_Task item_
A faithful copy of the entire listing is what is needed.

_Supplied material_
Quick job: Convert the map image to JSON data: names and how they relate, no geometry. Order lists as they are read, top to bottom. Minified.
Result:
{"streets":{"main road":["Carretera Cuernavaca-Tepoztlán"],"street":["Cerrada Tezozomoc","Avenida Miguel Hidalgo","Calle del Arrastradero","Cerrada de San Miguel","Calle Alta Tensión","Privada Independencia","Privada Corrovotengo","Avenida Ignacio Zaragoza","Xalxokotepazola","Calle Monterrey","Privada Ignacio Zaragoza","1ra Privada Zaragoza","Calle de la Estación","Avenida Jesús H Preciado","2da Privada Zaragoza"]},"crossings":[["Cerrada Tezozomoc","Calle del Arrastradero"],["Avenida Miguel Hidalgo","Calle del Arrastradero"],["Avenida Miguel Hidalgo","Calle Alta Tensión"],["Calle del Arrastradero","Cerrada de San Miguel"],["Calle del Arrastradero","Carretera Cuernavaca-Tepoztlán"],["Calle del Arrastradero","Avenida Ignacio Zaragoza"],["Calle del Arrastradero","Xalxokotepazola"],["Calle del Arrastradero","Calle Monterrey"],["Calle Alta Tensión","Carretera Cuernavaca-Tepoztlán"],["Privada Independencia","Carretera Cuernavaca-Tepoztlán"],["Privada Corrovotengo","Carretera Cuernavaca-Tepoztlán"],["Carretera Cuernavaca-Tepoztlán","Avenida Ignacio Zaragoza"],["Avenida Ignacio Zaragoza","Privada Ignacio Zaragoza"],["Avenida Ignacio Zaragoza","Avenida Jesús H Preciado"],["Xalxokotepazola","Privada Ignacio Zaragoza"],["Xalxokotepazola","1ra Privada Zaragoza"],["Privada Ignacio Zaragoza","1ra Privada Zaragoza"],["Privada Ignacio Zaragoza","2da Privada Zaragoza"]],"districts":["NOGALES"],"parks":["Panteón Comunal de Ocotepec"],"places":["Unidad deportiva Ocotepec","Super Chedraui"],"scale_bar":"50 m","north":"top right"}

_Task output_
Quick job: Convert the map image to JSON data: names and how they relate, no geometry. Order lists as they are read, top to bottom. Minified.
Result:
{"streets":{"main road":["Carretera Cuernavaca-Tepoztlán"],"street":["Cerrada Tezozomoc","Avenida Miguel Hidalgo","Calle del Arrastradero","Cerrada de San Miguel","Calle Alta Tensión","Privada Independencia","Privada Corrovotengo","Avenida Ignacio Zaragoza","Xalxokotepazola","Calle Monterrey","Privada Ignacio Zaragoza","1ra Privada Zaragoza","Calle de la Estación","Avenida Jesús H Preciado","2da Privada Zaragoza"]},"crossings":[["Cerrada Tezozomoc","Calle del Arrastradero"],["Avenida Miguel Hidalgo","Calle del Arrastradero"],["Avenida Miguel Hidalgo","Calle Alta Tensión"],["Calle del Arrastradero","Cerrada de San Miguel"],["Calle del Arrastradero","Carretera Cuernavaca-Tepoztlán"],["Calle del Arrastradero","Avenida Ignacio Zaragoza"],["Calle del Arrastradero","Xalxokotepazola"],["Calle del Arrastradero","Calle Monterrey"],["Calle Alta Tensión","Carretera Cuernavaca-Tepoztlán"],["Privada Independencia","Carretera Cuernavaca-Tepoztlán"],["Privada Corrovotengo","Carretera Cuernavaca-Tepoztlán"],["Carretera Cuernavaca-Tepoztlán","Avenida Ignacio Zaragoza"],["Avenida Ignacio Zaragoza","Privada Ignacio Zaragoza"],["Avenida Ignacio Zaragoza","Avenida Jesús H Preciado"],["Xalxokotepazola","Privada Ignacio Zaragoza"],["Xalxokotepazola","1ra Privada Zaragoza"],["Privada Ignacio Zaragoza","1ra Privada Zaragoza"],["Privada Ignacio Zaragoza","2da Privada Zaragoza"]],"districts":["NOGALES"],"parks":["Panteón Comunal de Ocotepec"],"places":["Unidad deportiva Ocotepec","Super Chedraui"],"scale_bar":"50 m","north":"top right"}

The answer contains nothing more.